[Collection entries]
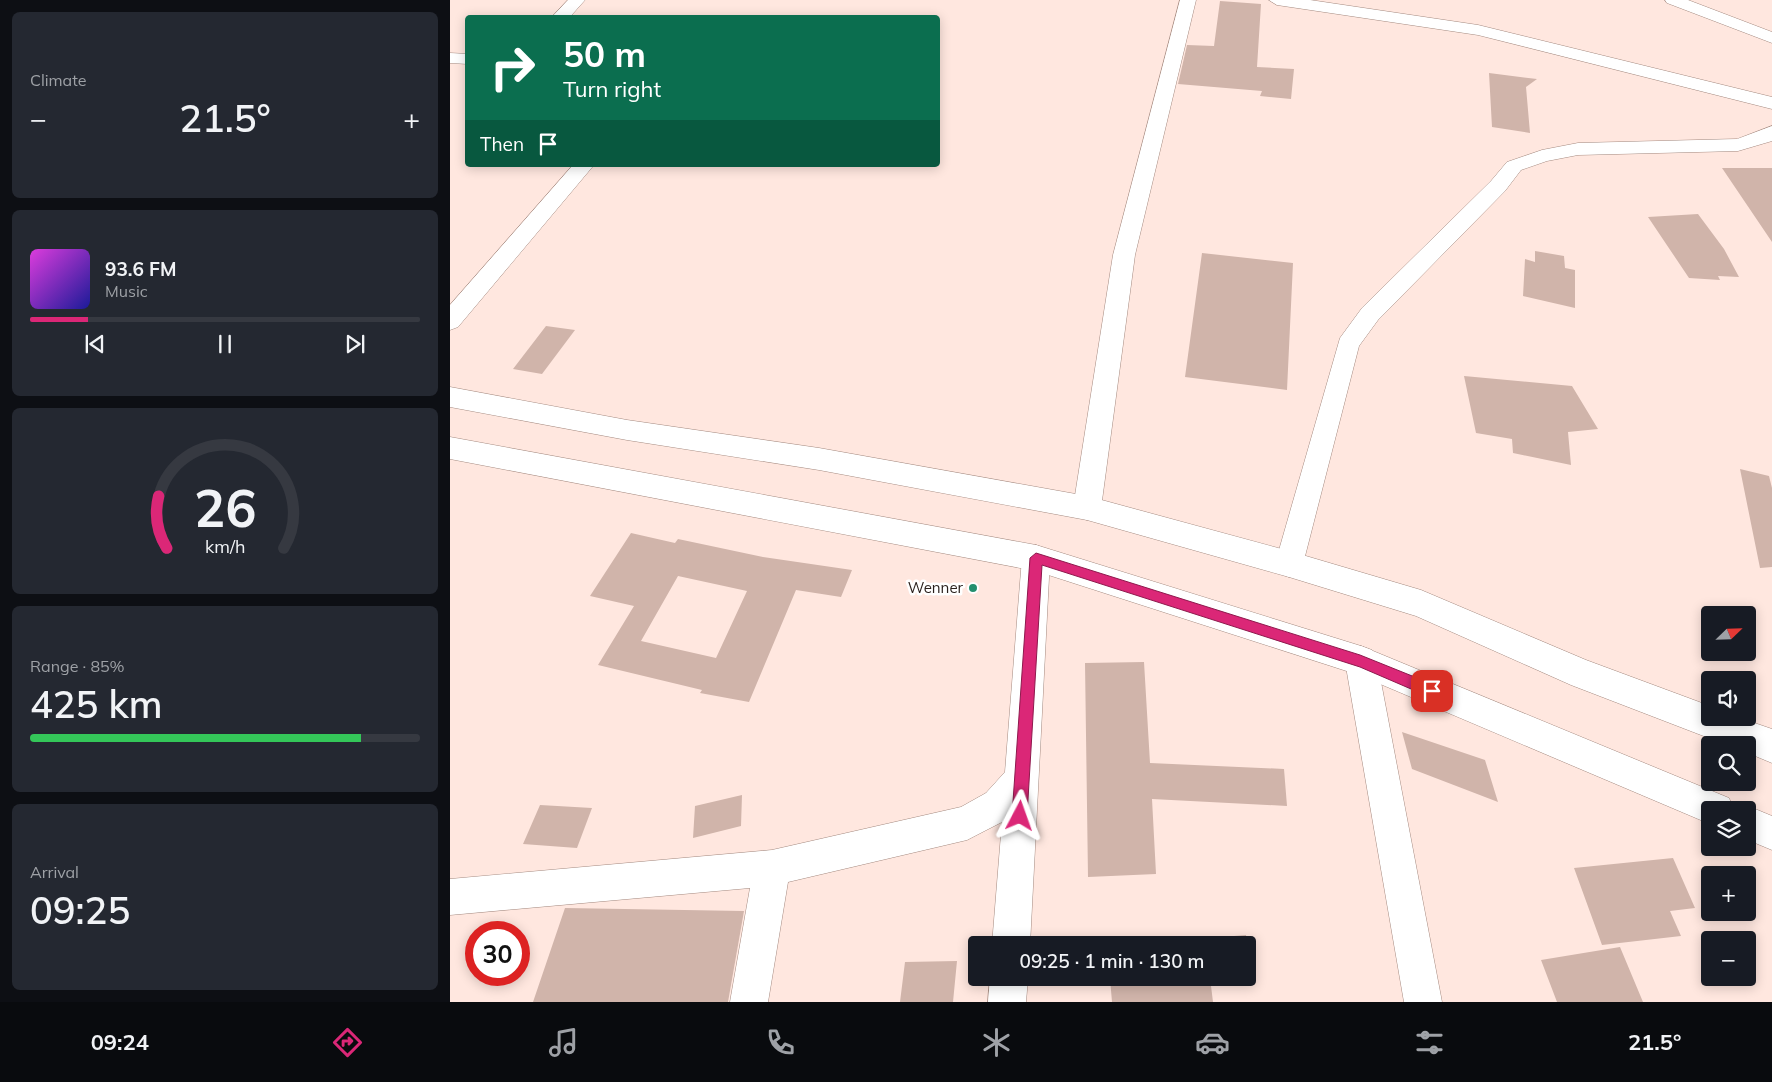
<!DOCTYPE html>
<html lang="en">
<head>
<meta charset="utf-8">
<style>
  :root { --surface:#171b24; --page:#242831; --text:#f1f3f6; --muted:#9ea1a6; --line:#363941; --accent:#db2777 }
  body { margin:0; font-family:Mulish,sans-serif; background:var(--page); color:var(--text); height:100vh; display:flex; flex-direction:column; font-size:19px; white-space:nowrap }
  * { box-sizing:border-box; margin:0 }
  p { font-size:16px; color:var(--muted) }
  .icon { flex:none; width:28px; height:28px; fill:none; stroke:currentColor; stroke-width:2; stroke-linecap:round; stroke-linejoin:round }
  .map { position:relative; flex:1; overflow:hidden }
  .panel { display:flex; flex-direction:column; gap:12px; padding:12px; background:#0d0f14; width:450px }
  .panel>* { flex:none }
  .banner { position:absolute; left:15px; top:15px; width:475px; height:152px; border-radius:5px; box-shadow:0 2px 12px #0003; background:#0b6e4f; color:#fff; overflow:hidden }
  .needle { width:32px; rotate:67deg }
  .fabs { position:absolute; left:1251px; top:606px; display:grid; gap:10px }
  .fabs a { display:grid; place-items:center; width:55px; height:55px; border-radius:5px; background:var(--surface); box-shadow:0 2px 12px #0003; font-size:25px }
  .speed { position:absolute; left:15px; top:921px; display:flex; gap:10px; font-size:25px; font-weight:700; text-align:center }
  .speed>* { display:grid; place-content:center; width:65px; height:65px; border-radius:50%; background:var(--surface); box-shadow:0 2px 12px #0003; line-height:1 }
  .speed .limit { border:8px solid #d22; background:#fff; color:#111 }
  .pin { position:absolute; display:grid; place-items:center; width:42px; height:42px; color:#fff; margin:-21px; border-radius:10px; box-shadow:0 2px 8px #0006 }
  .me { position:absolute; width:55px; margin:-28px; rotate:4deg; stroke-linejoin:round; filter:drop-shadow(0 0 4px #0008) }
  .turn { display:flex; align-items:center; gap:18px; height:105px; padding:0 15px; font-size:22px }
  .turn .icon { width:65px; height:65px; stroke-width:2.5 }
  .turn b { display:block; font-size:35px; line-height:42px }
  .then { display:flex; align-items:center; height:48px; padding:0 15px; background:#0003; gap:10px; font-size:19px }
  .big { font-size:38px; font-weight:600; line-height:1.1 }
  .panel .widget { flex:1; display:flex; flex-direction:column; justify-content:center; gap:8px; min-width:0; padding:0 18px; border-radius:8px; background:var(--page) }
  .panel .dial { align-items:center; gap:0 }
  .dial svg { height:130px; overflow:visible; fill:none; stroke:var(--line); stroke-width:7; stroke-linecap:round; text-anchor:middle }
  .dial text { fill:var(--text); stroke:none }
  .song { display:flex; align-items:center; gap:15px }
  .cover { width:60px; height:60px; border-radius:8px; background:linear-gradient(135deg,hsl(300 70% 55%),hsl(240 70% 35%)) }
  .played { height:5px; border-radius:2px; background:linear-gradient(90deg,var(--accent) 15%,var(--line) 15%) }
  .keys { display:flex; justify-content:space-around; direction:ltr }
  .heat { display:flex; justify-content:space-between; align-items:center; font-size:28px; direction:ltr }
  .charge { height:8px; border-radius:4px; background:linear-gradient(90deg,#34c759 85%,var(--line) 0) }
  .trip { position:absolute; left:518px; top:936px; width:288px; height:50px; border-radius:5px; background:var(--surface); box-shadow:0 2px 12px #0003; font-weight:600; line-height:50px; text-align:center }
  .dock { display:flex; height:80px; justify-content:space-around; align-items:center; background:#090b0e; color:var(--muted) }
  .dock .icon { width:35px; height:35px }
  .dock .on { color:var(--accent) }
  .dock b { font-size:22px; color:var(--text) }
  main { display:flex; flex:1; min-height:0 }
  .map>svg:first-child { display:block }
</style>
</head>
<body>
<main>
<section class="panel">
<div class="widget"><p>Climate</p>
<div class="heat"><a>−</a><b class="big">21.5°</b><a>+</a></div>
</div>
<div class="widget">
<div class="song"><i class="cover"></i><div><b>93.6 FM</b><p>Music</p></div></div>
<div class="played"></div>
<div class="keys"><svg class="icon" aria-label="previous" viewBox="0 0 24 24"><path d="M18 5L8 12l10 7zM5 5v14"/></svg><svg class="icon" aria-label="pause" viewBox="0 0 24 24"><path d="M8 5v14M16 5v14"/></svg><svg class="icon" aria-label="next" viewBox="0 0 24 24"><path d="M6 5l10 7-10 7zM19 5v14"/></svg></div>
</div>
<div class="widget dial"><svg viewBox="0 0 100 80">
<path d="M14 69A42 42 0 1 1 86 69"/>
<path d="M14 69A42 42 0 0 1 9 37" stroke="#db2777"/>
<text x="50" y="56" font-size="32" font-weight="700">26</text>
<text x="50" y="72" font-size="11">km/h</text>
</svg></div>
<div class="widget"><p>Range · 85%</p><b class="big">425 km</b><div class="charge"></div></div>
<div class="widget"><p>Arrival</p><b class="big">09:25</b></div>
</section>
<div class="map">
<svg width="1322" height="1002" viewBox="0 0 1322 1002">
  <rect width="100%" height="100%" fill="#ffe7df"/>
  <path fill="#d0b4aa" fill-rule="evenodd" d="M770 1 811 4 807 67 844 69 841 99 810 96 812 91 728 84 737 45 764 46Z
    M1039 73 1087 79 1076 87 1080 133 1042 127Z
    M1272 168H1322V242Z
    M1248 214 1274 249 1289 277 1268 276 1270 280 1239 278 1198 217Z
    M1085 251 1114 256 1115 268 1125 270V308L1073 296 1075 259 1085 262Z
    M752 253 843 263 837 390 735 377Z
    M96 326 125 330 92 374 63 369Z
    M1014 376 1122 386 1148 429 1118 432 1121 465 1063 453 1062 439 1026 433Z
    M1290 469 1319 476 1322 488V567L1310 568Z
    M181 533 225 543 228 539 313 557 402 570 391 597 346 590 299 702 250 693 252 690 148 665 184 606 140 596ZM228 576 297 591 266 658 191 641Z
    M694 662 700 763 834 769 837 806 702 799 706 874 638 877 635 663Z
    M952 732 1035 760 1048 802 962 769Z
    M292 795 291 826 243 838 245 806Z
    M90 805 142 808 127 848 73 844Z
    M1223 858 1245 908 1220 911 1231 936 1152 945 1124 868Z
    M115 908 294 911 278 1002H83Z
    M796 935 801 970 796 971V945H677Z
    M1170 947 1193 1002H1107L1091 960Z
    M507 961 503 1002H450L455 962Z
    M660 978H760L763 1002H662Z"/>
  <g fill="none" stroke-linecap="round" stroke-linejoin="round">
    <defs>
      <path id="street" d="M118 0H135L119 18H101Z
        M730 0H746L685 255 651 508 647 516 637 520 627 516 623 508 663 255Z
        M819 0H860L1028 25 1322 97V109L1028 35 827 5Z
        M1215 0H1238L1322 32V43L1217 3Z
        M0 53 18 54V64L0 63Z
        M1322 126V141L1288 151 1128 155 1097 161 1071 170 1055 191 928 320 909 346 853 564 849 573 839 577 829 573 825 564 890 338 912 308 1041 181 1057 162 1092 150 1128 143 1287 139Z
        M123 165H144L8 327 0 330V305Z
        M586 545 596 549 600 558 580 945H542L552 822 517 840 338 882 318 1002H280L300 888 0 915V879L322 850 511 807 536 793 555 772 572 558 576 549Z
        M911 646 922 650 927 661 992 1002H954L895 661 900 650Z
        M540 978H578L576 1002H538Z"/>
      <path id="primary" d="M0 387 177 420 369 448 637 496 839 551 971 590 1136 660 1260 706V718H1290L1322 729V763L1298 753V745H1277L1121 685 966 616 839 577 637 520 369 470 177 440 0 407Z
        M0 437 586 545 911 646 1279 798 1284 810H1260V824L909 675 586 571 0 459Z
        M1298 806 1322 816V850L1298 840V810H1287Z"/>
    </defs>
    <use href="#street" stroke="#a48a80" stroke-width="1"/>
    <use href="#primary" stroke="#a48a80" stroke-width="1"/>
    <use href="#street" fill="#fff" fill-rule="evenodd"/>
    <use href="#primary" fill="#fff" fill-rule="evenodd"/>
  </g>
  <path fill="#db2777" stroke="#8e194d" d="M586 553 910 655 987 686 988 691 987 696 982 698 910 667 592 565 577 816 575 821 570 823 565 821 562 816 580 558Z"/>
  <circle fill="#248f6e" stroke="#fff" stroke-width="2" cx="523" cy="588" r="5"/>
  <g text-anchor="middle" stroke-width="5" stroke-linejoin="round" paint-order="stroke">
    <g font-size="15" fill="#291f1b" stroke="#fff" text-anchor="end">
      <text x="513" y="593">Wenner</text>
    </g>
  </g>
</svg>
<div class="fabs">
<a><svg class="needle" viewBox="-14 -14 28 28"><path d="M0-13l5 13h-10z" fill="#e53935"/><path d="M0 13l5-13h-10z" fill="#9ea1a6"/></svg></a>
<a><svg class="icon" aria-label="sound" viewBox="0 0 24 24"><path d="M4 9h4l5-4v14l-5-4H4zM17 9q2 3 0 6"/></svg></a>
<a><svg class="icon" aria-label="search" viewBox="0 0 24 24"><circle cx="10" cy="10" r="6"/><path d="M15 15l6 6"/></svg></a>
<a><svg class="icon" aria-label="layers" viewBox="0 0 24 24"><path d="M12 4l9 5-9 5-9-5zM3 14l9 5 9-5"/></svg></a>
<a>+</a>
<a>−</a>
</div>
<div class="speed"><div class="limit">30</div></div>
<div class="pin" style="left:982px;top:691px;background:#d93025"><svg class="icon" aria-label="arrive" viewBox="0 0 24 24"><path d="M6 21V4h12l-3 4 3 4H6"/></svg></div>
<svg class="me" style="left:570px;top:816px" viewBox="-20 -20 40 40"><path d="M0-17L14 15 0 8-14 15z" fill="#db2777" stroke="#fff" stroke-width="4"/></svg>
<div class="trip">09:25 · 1 min · 130 m</div>
<div class="banner">
<div class="turn"><svg class="icon" aria-label="right" viewBox="0 0 24 24"><path d="M7 20v-9h11M14 6l5 5-5 5"/></svg><div><b>50 m</b>Turn right</div></div>
<div class="then">Then<svg class="icon" aria-label="arrive" viewBox="0 0 24 24"><path d="M6 21V4h12l-3 4 3 4H6"/></svg></div>
</div>
</div>
</main>
<nav class="dock">
<b>09:24</b>
<svg class="icon on" aria-label="directions" viewBox="0 0 24 24"><path d="M12 3l9 9-9 9-9-9zM9 14v-3h6M13 9l2 2-2 2"/></svg>
<svg class="icon" aria-label="music" viewBox="0 0 24 24"><path d="M9 18V5l10-2v13"/><circle cx="6" cy="18" r="3"/><circle cx="16" cy="16" r="3"/></svg>
<svg class="icon" aria-label="phone" viewBox="0 0 24 24"><path d="M5 4h4l2 5-3 2q2 4 5 5l2-3 5 2v4C11 20 4 13 5 4z"/></svg>
<svg class="icon" aria-label="climate" viewBox="0 0 24 24"><path d="M12 3v18M4 7l16 10M4 17L20 7"/></svg>
<svg class="icon" aria-label="car" viewBox="0 0 24 24"><path d="M5 17H2v-5l4-1 3-4h7l3 4 3 1v5h-3M9 17h6M6 11h13"/><circle cx="7" cy="17" r="2"/><circle cx="17" cy="17" r="2"/></svg>
<svg class="icon" aria-label="filters" viewBox="0 0 24 24"><path d="M4 7h16M4 17h16"/><circle cx="9" cy="7" r="2"/><circle cx="15" cy="17" r="2"/></svg>
<b>21.5°</b>
</nav>
</body>
</html>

Exercise details. The reply should hold only the lines from the first line of the records above through the line containing "width:65px; height:65px; stroke-width:2.5", copied exactly and without pictures.

Answer area.
<!DOCTYPE html>
<html lang="en">
<head>
<meta charset="utf-8">
<style>
  :root { --surface:#171b24; --page:#242831; --text:#f1f3f6; --muted:#9ea1a6; --line:#363941; --accent:#db2777 }
  body { margin:0; font-family:Mulish,sans-serif; background:var(--page); color:var(--text); height:100vh; display:flex; flex-direction:column; font-size:19px; white-space:nowrap }
  * { box-sizing:border-box; margin:0 }
  p { font-size:16px; color:var(--muted) }
  .icon { flex:none; width:28px; height:28px; fill:none; stroke:currentColor; stroke-width:2; stroke-linecap:round; stroke-linejoin:round }
  .map { position:relative; flex:1; overflow:hidden }
  .panel { display:flex; flex-direction:column; gap:12px; padding:12px; background:#0d0f14; width:450px }
  .panel>* { flex:none }
  .banner { position:absolute; left:15px; top:15px; width:475px; height:152px; border-radius:5px; box-shadow:0 2px 12px #0003; background:#0b6e4f; color:#fff; overflow:hidden }
  .needle { width:32px; rotate:67deg }
  .fabs { position:absolute; left:1251px; top:606px; display:grid; gap:10px }
  .fabs a { display:grid; place-items:center; width:55px; height:55px; border-radius:5px; background:var(--surface); box-shadow:0 2px 12px #0003; font-size:25px }
  .speed { position:absolute; left:15px; top:921px; display:flex; gap:10px; font-size:25px; font-weight:700; text-align:center }
  .speed>* { display:grid; place-content:center; width:65px; height:65px; border-radius:50%; background:var(--surface); box-shadow:0 2px 12px #0003; line-height:1 }
  .speed .limit { border:8px solid #d22; background:#fff; color:#111 }
  .pin { position:absolute; display:grid; place-items:center; width:42px; height:42px; color:#fff; margin:-21px; border-radius:10px; box-shadow:0 2px 8px #0006 }
  .me { position:absolute; width:55px; margin:-28px; rotate:4deg; stroke-linejoin:round; filter:drop-shadow(0 0 4px #0008) }
  .turn { display:flex; align-items:center; gap:18px; height:105px; padding:0 15px; font-size:22px }
  .turn .icon { width:65px; height:65px; stroke-width:2.5 }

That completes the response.